In its fifth year, the 10-year CFLR program is at a turning point. The program has experienced success, as evidenced by the numerous accomplishments of the Southwestern Crown Collaborative and the other projects from California to Florida. A number of challenges to overcome have also been identified. For example, collaborative groups are finding that goals around multi-party monitoring and biomass utilization are often more difficult and time-consuming to reach than anticipated. Some groups are struggling to overcome member fatigue and capacity issues after working hard for more than five years to break gridlock and implement on-the-ground projects.
The Collaborative Forest Landscape Restoration Program Five Year Report, published in March, outlines many of these successes and challenges. The time is now to take a close look at the lessons gathered from the past five years and improve the program for the years ahead. As the report explains, “lessons learned through the projects can continue to inform and inspire landscape-level collaborative management efforts to accelerate restoration across the country.”

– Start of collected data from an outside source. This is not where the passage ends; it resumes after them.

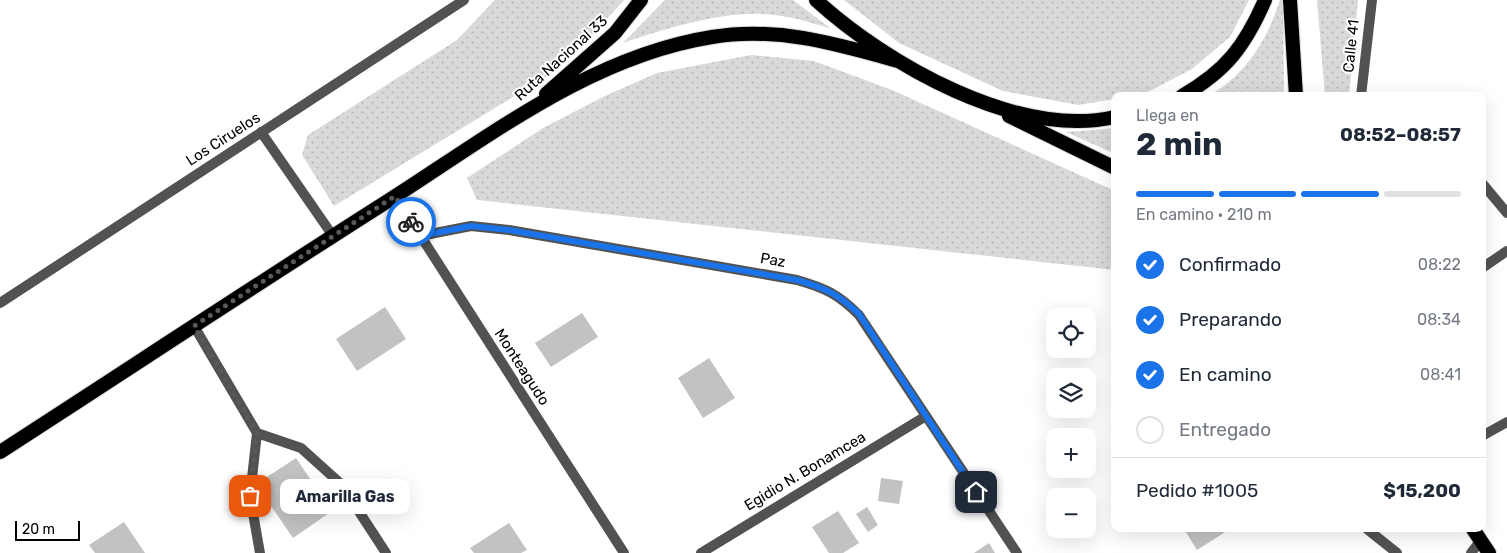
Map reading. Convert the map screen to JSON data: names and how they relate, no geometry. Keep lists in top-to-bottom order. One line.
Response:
{"streets":{"highway":["Ruta Nacional 33"],"street":["Calle 41","Los Ciruelos","Paz","Monteagudo","Egidio N. Bonamcea"]},"crossings":[["Paz","Monteagudo"],["Paz","Egidio N. Bonamcea"]],"places":["Amarilla Gas"],"scale_bar":"20 m","page":{"heading":["2 min","Llega en","08:52–08:57"],"panel":["Pedido #1005","$15,200"],"bar":"En camino · 210 m","list":[["Confirmado","08:22"],["Preparando","08:34"],["En camino","08:41"],"Entregado"],"map_buttons":["+","−"],"bubble":"Amarilla Gas","scale":"20 m"}}
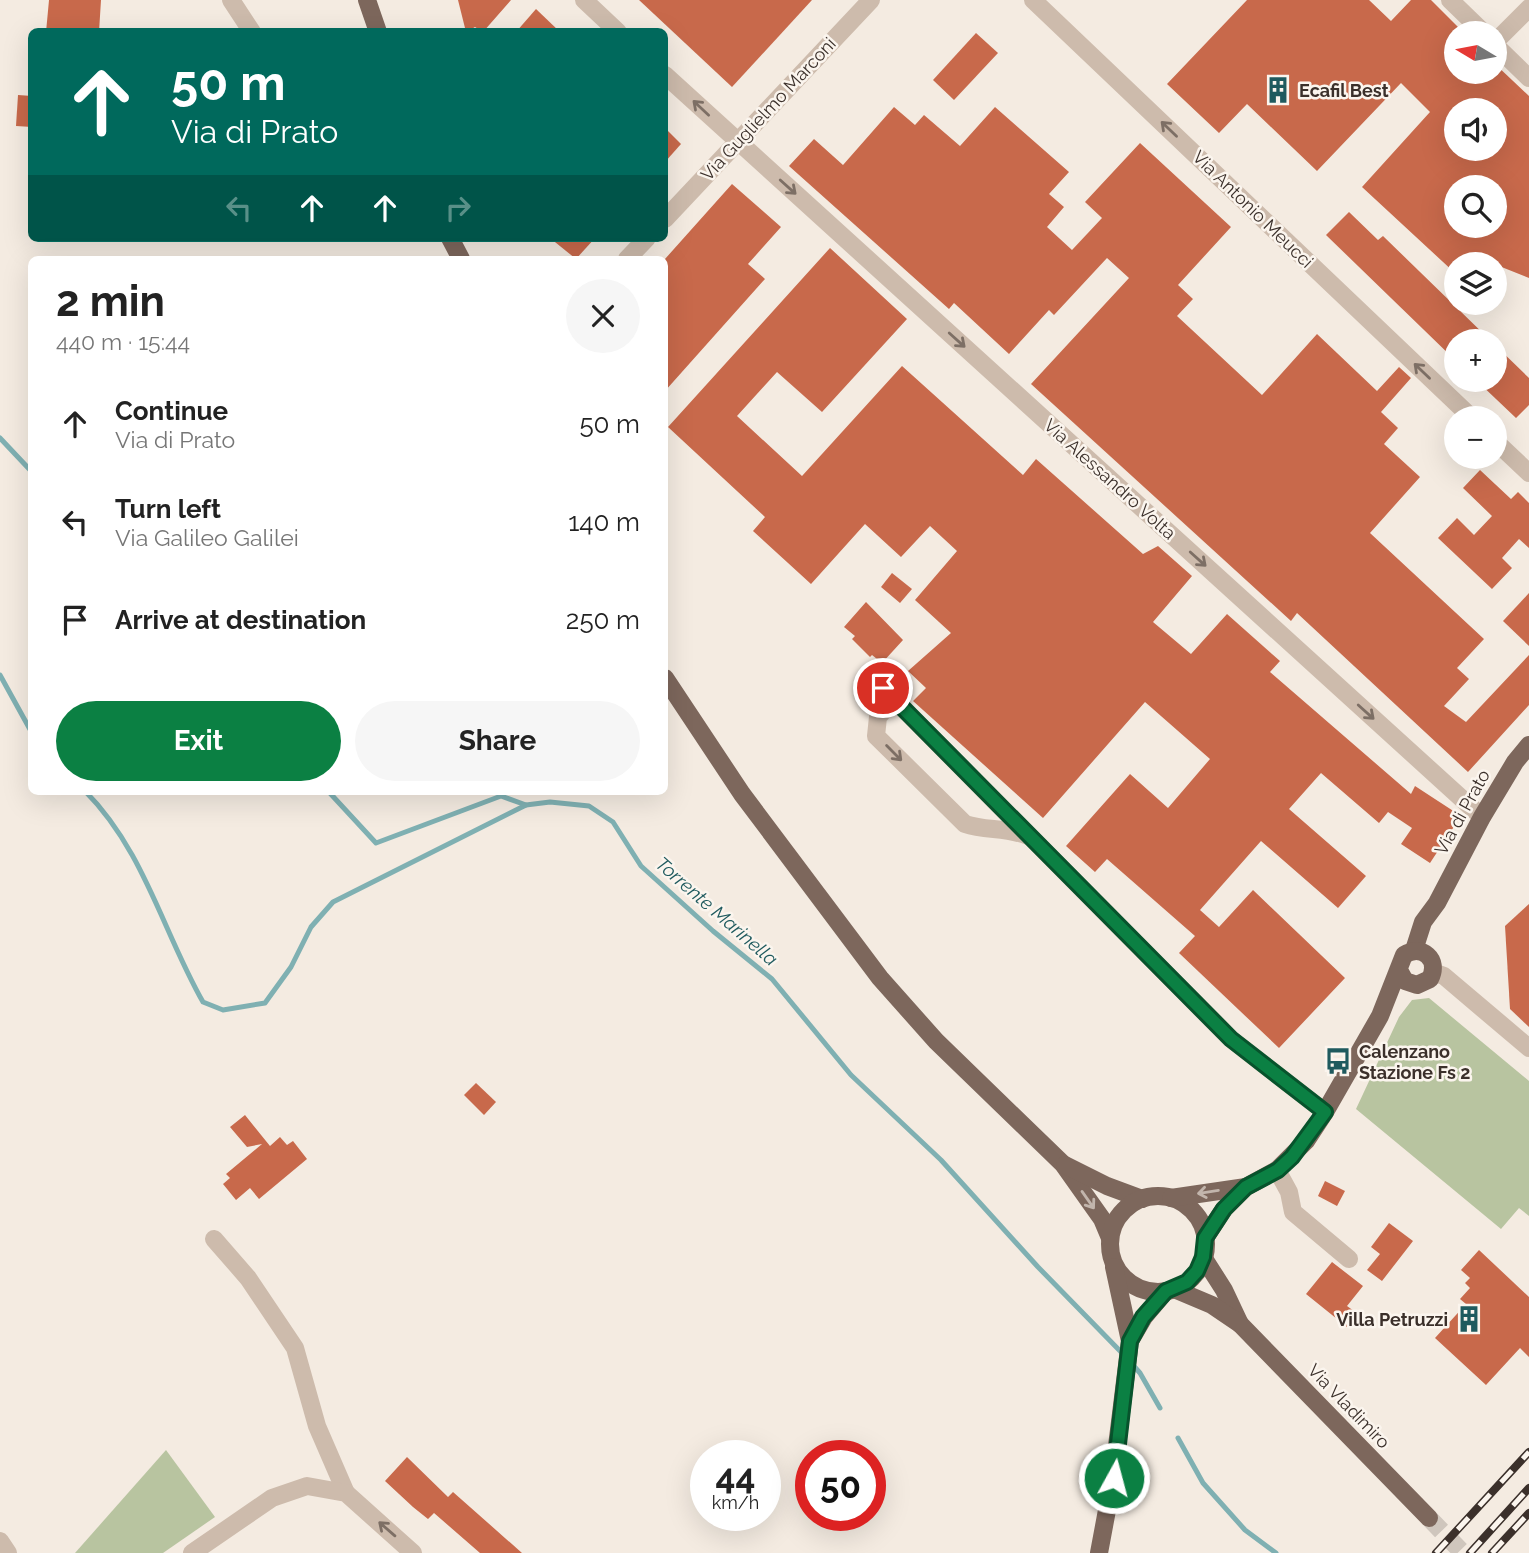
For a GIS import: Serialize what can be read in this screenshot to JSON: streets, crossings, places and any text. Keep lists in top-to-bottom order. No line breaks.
{"streets":{"main road":["Via di Prato","Via Vladimiro"],"street":["Via Guglielmo Marconi","Via Antonio Meucci","Via Alessandro Volta"]},"crossings":[["Via Guglielmo Marconi","Via Alessandro Volta"],["Via Alessandro Volta","Via di Prato"],["Via di Prato","Via Vladimiro"]],"one_way":["Via Antonio Meucci","Via Alessandro Volta"],"water":["Torrente Marinella"],"places":{"building":["Ecafil Best","Villa Petruzzi"],"bus stop":["Calenzano Stazione Fs 2"]},"north":"left","page":{"map_buttons":["+","−"],"turn":["50 m","Via di Prato"],"heading":["2 min","440 m · 15:44"],"list":[{"name":"Continue","note":"Via di Prato","value":"50 m"},{"name":"Turn left","note":"Via Galileo Galilei","value":"140 m"},{"name":"Arrive at destination","value":"250 m"}],"buttons":["Exit","Share"],"speed":"44 km/h","limit":"50"}}
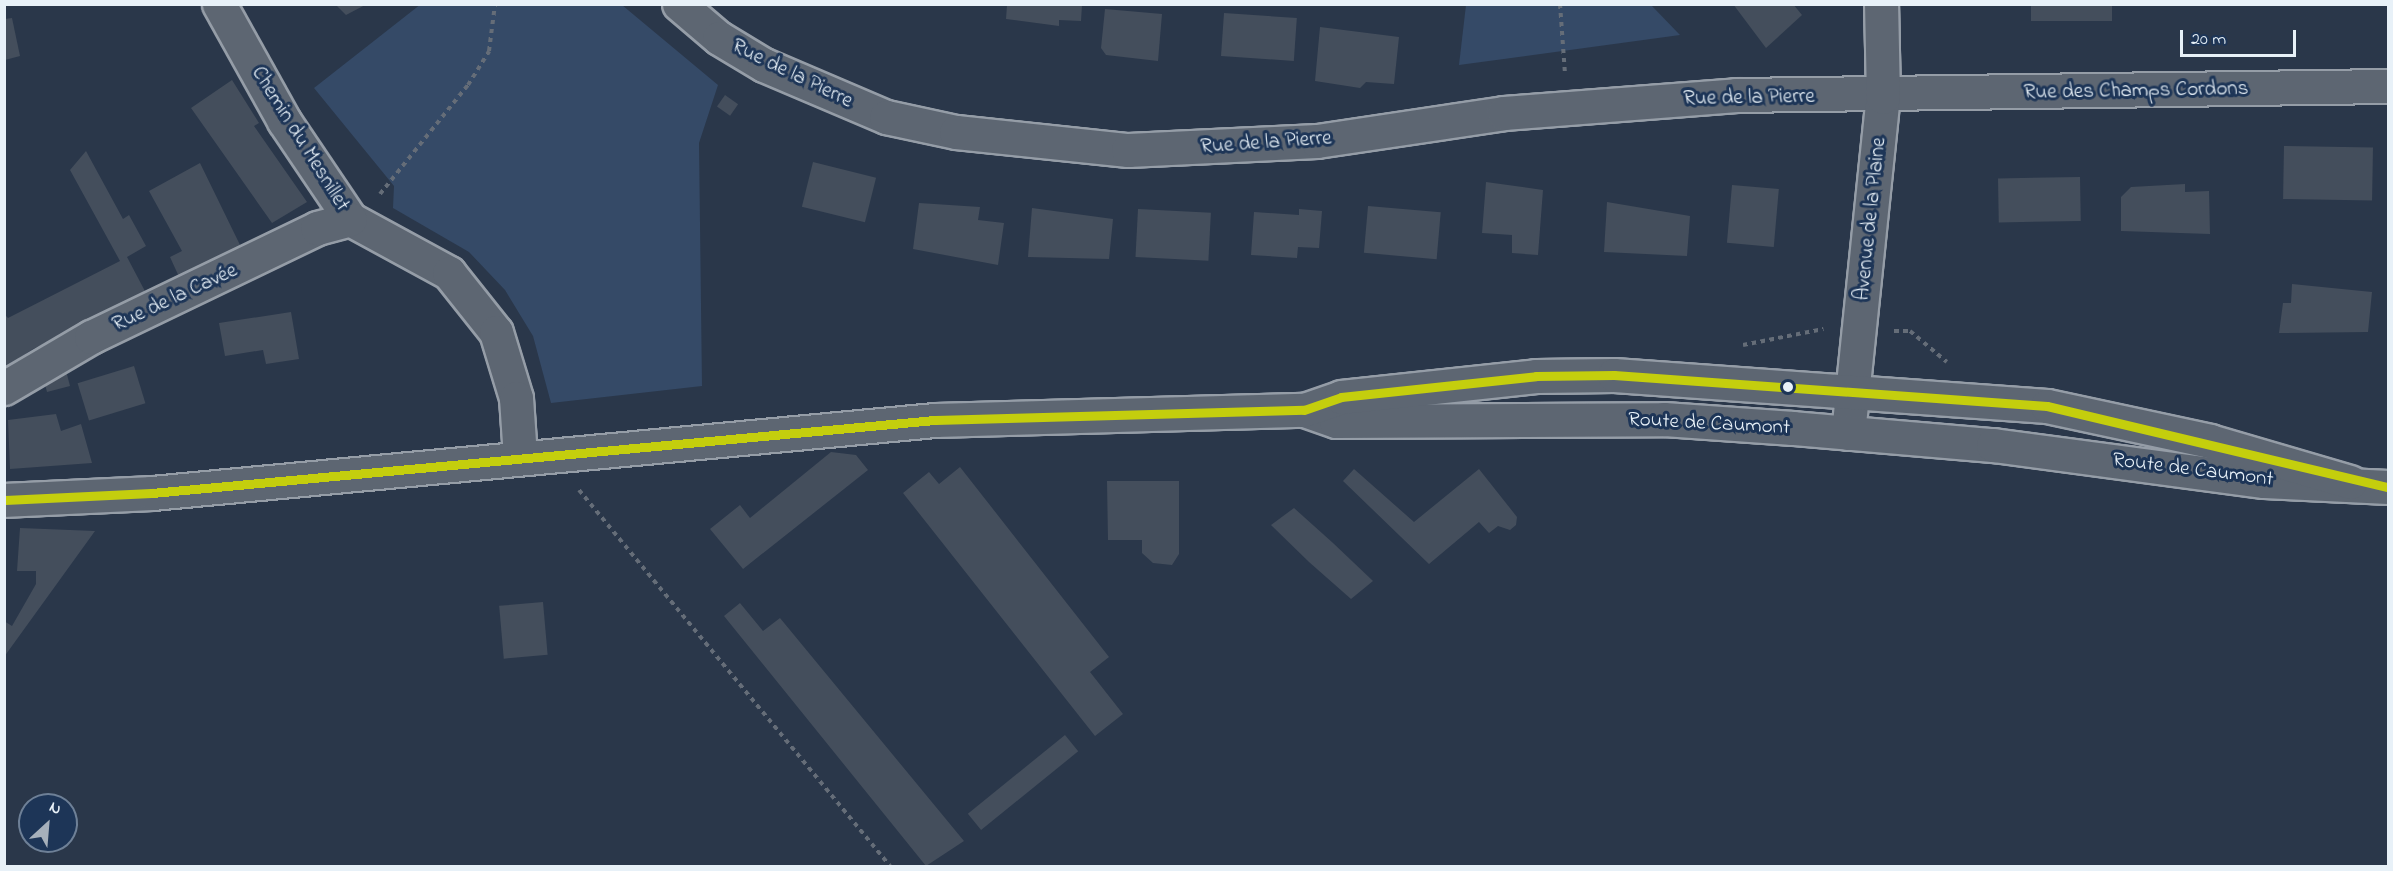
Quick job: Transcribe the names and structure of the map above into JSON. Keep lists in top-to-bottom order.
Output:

The National Forest Foundation has a long history of partnering with the Forest Service to share lessons, best practices and resources among agency staff, community partners and forest stakeholders. In forests from Alaska to Florida, we work with nonprofit partners, the Forest Service and citizens to reach consensus and build capacity for addressing the restoration and management needs on the National Forest System. We are committed to supporting and improving the CFLR program, and look forward to working the CFLR partners for the next five years and beyond.